Basically I'm a developer and im getting my head around the new features in DirectX11.2 particularly Direct2D and its new "Block Compression DDS" feature.. (video at 37minute mark onwards - http://channel9.msdn.com/Events/Build/2013/3-191 )

Basically in Dx11.2 it allows developers to save up to 80% disk footprint, as well as improved GPU resource utilization and faster GPU load times.. eg. 8mb image asset can be reduced to 0.9mb dds format.

All these DDS compressed textures are native compressed and handled on the HW i.e its not a Software based compression solution.

Anyway I tried to trace the Microsoft patent that covers this feature to see if it gave clues on how it was implemented at the HW level and I believe I may have found it "High dynamic range texture compression" - https://www.google.com/patents/US20...X&ei=nMYoUp6oN6aTigezxYDQDQ&ved=0CEkQ6AEwAzgo

Now I believe I understand how the patent defines this feature, basically there's a special "Texture Memory" that holds this DDS and that is what is accessed by the graphics processors (Figure 1, labelled 156 is the Texture Memory) - https://patentimages.storage.googleapis.com/US20120242674A1/US20120242674A1-20120927-D00000.png

This 156 "Texture Memory" holds the compressed texture(DDS) and is accessible from CPU/GPU & other coProcessors etc.

Its defined in the patent as this:

Now I assumed it was eSRAM, much like what we have in Xbox One on die in the main SoC ... BUT what is this TRAM, is that just a form of eSRAM?

Anyway sorry for the long winded question BUT i thought I'd ask the experts here ate Beyond3D, its clear there are many here that know what there talking about ;)

TRAM? There ram called tunneling based sram or tsram.
 
Basically I'm a developer and im getting my head around the new features in DirectX11.2 particularly Direct2D and its new "Block Compression DDS" feature.. (video at 37minute mark onwards - http://channel9.msdn.com/Events/Build/2013/3-191 )

Basically in Dx11.2 it allows developers to save up to 80% disk footprint, as well as improved GPU resource utilization and faster GPU load times.. eg. 8mb image asset can be reduced to 0.9mb dds format.

All these DDS compressed textures are native compressed and handled on the HW i.e its not a Software based compression solution.

That presentation is describing bog-standard BC1-BC3 texture compression (formerly known as DXT1-DXT5 in D3D, more generally known as S3TC), which has been around since D3D6. Just about every major 3D game available right now uses it, since it gives you huge memory savings over uncompressed textures.
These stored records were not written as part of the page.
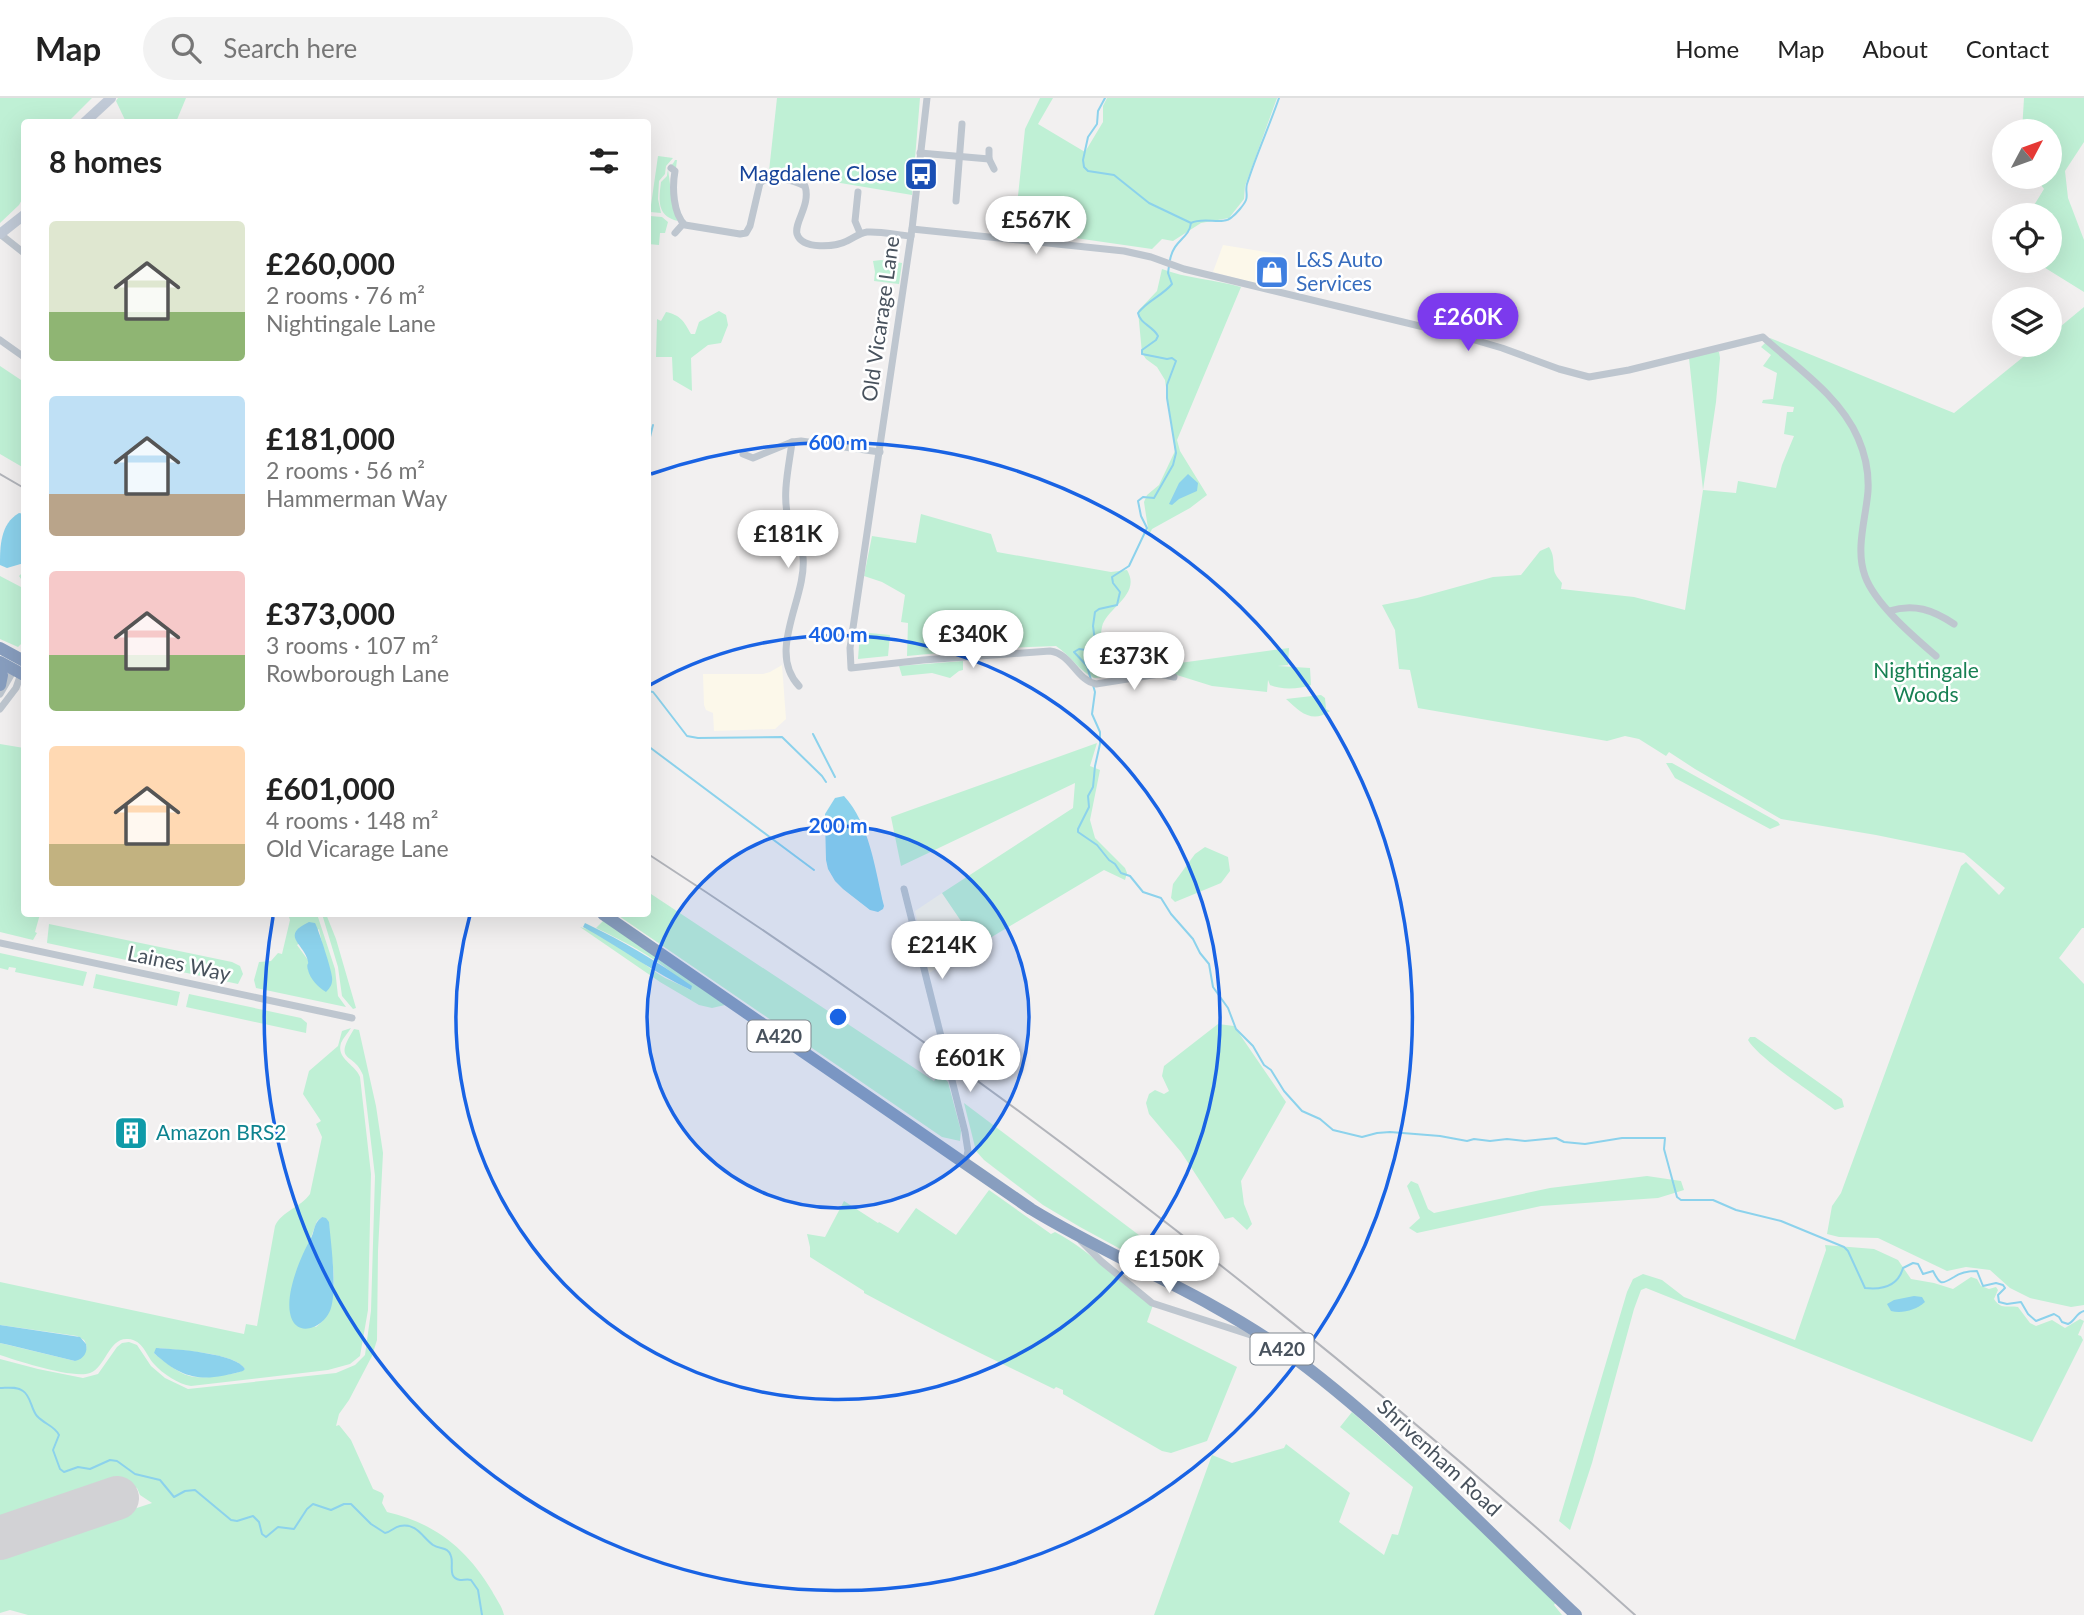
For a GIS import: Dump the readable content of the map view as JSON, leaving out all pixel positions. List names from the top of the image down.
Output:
{
  "streets": {
    "highway": ["A420", "Shrivenham Road"],
    "street": ["Old Vicarage Lane", "Laines Way"]
  },
  "parks": ["Nightingale Woods"],
  "places": {
    "bus stop": ["Magdalene Close"],
    "shop": ["L&S Auto Services"],
    "building": ["Amazon BRS2"]
  },
  "north": "top right",
  "page": {
    "header": "Map",
    "search": "Search here",
    "nav": [
      "Home",
      "Map",
      "About",
      "Contact"
    ],
    "heading": "8 homes",
    "price": [
      "£567K",
      "£260K",
      "£181K",
      "£340K",
      "£373K",
      "£214K",
      "£601K",
      "£150K"
    ],
    "list": [
      {
        "name": "£260,000",
        "note": "2 rooms · 76 m² · Nightingale Lane"
      },
      {
        "name": "£181,000",
        "note": "2 rooms · 56 m² · Hammerman Way"
      },
      {
        "name": "£373,000",
        "note": "3 rooms · 107 m² · Rowborough Lane"
      },
      {
        "name": "£601,000",
        "note": "4 rooms · 148 m² · Old Vicarage Lane"
      }
    ]
  },
  "rings": ["600 m", "400 m", "200 m"]
}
DDS is a very simple container file format for texture data. It's basically just a header that tells you some metadata (size, texel format, number of mipmaps, etc.) followed by the raw texel data using the format specified in the header. It supports all of the runtime texture formats supported by D3D, which makes it useful for storing BC-compressed textures along with pre-generated mipmaps.

That bit about reducing an 8MB image to 1MB is quoting runtime sizes, since it's comparing raw uncompressed RGB data to BC1-compressed data. BC compression isn't really a method for saving disk space...in most cases compressing the JPEG or even PNG will result in a smaller file size. However if you used JPEG or PNG as your runtime asset format, you would have to decode, generate mipmaps, and BC compress at runtime which leads to longer loading times. So it usually makes sense to have an offline content build process that compresses your source images to a BC format and saves it as a DDS file.
 
I was wondering if someone could help me understand what TRAM is ...

Basically I'm a developer and im getting my head around the new features in DirectX11.2 particularly Direct2D and its new "Block Compression DDS" feature.. (video at 37minute mark onwards - http://channel9.msdn.com/Events/Build/2013/3-191 )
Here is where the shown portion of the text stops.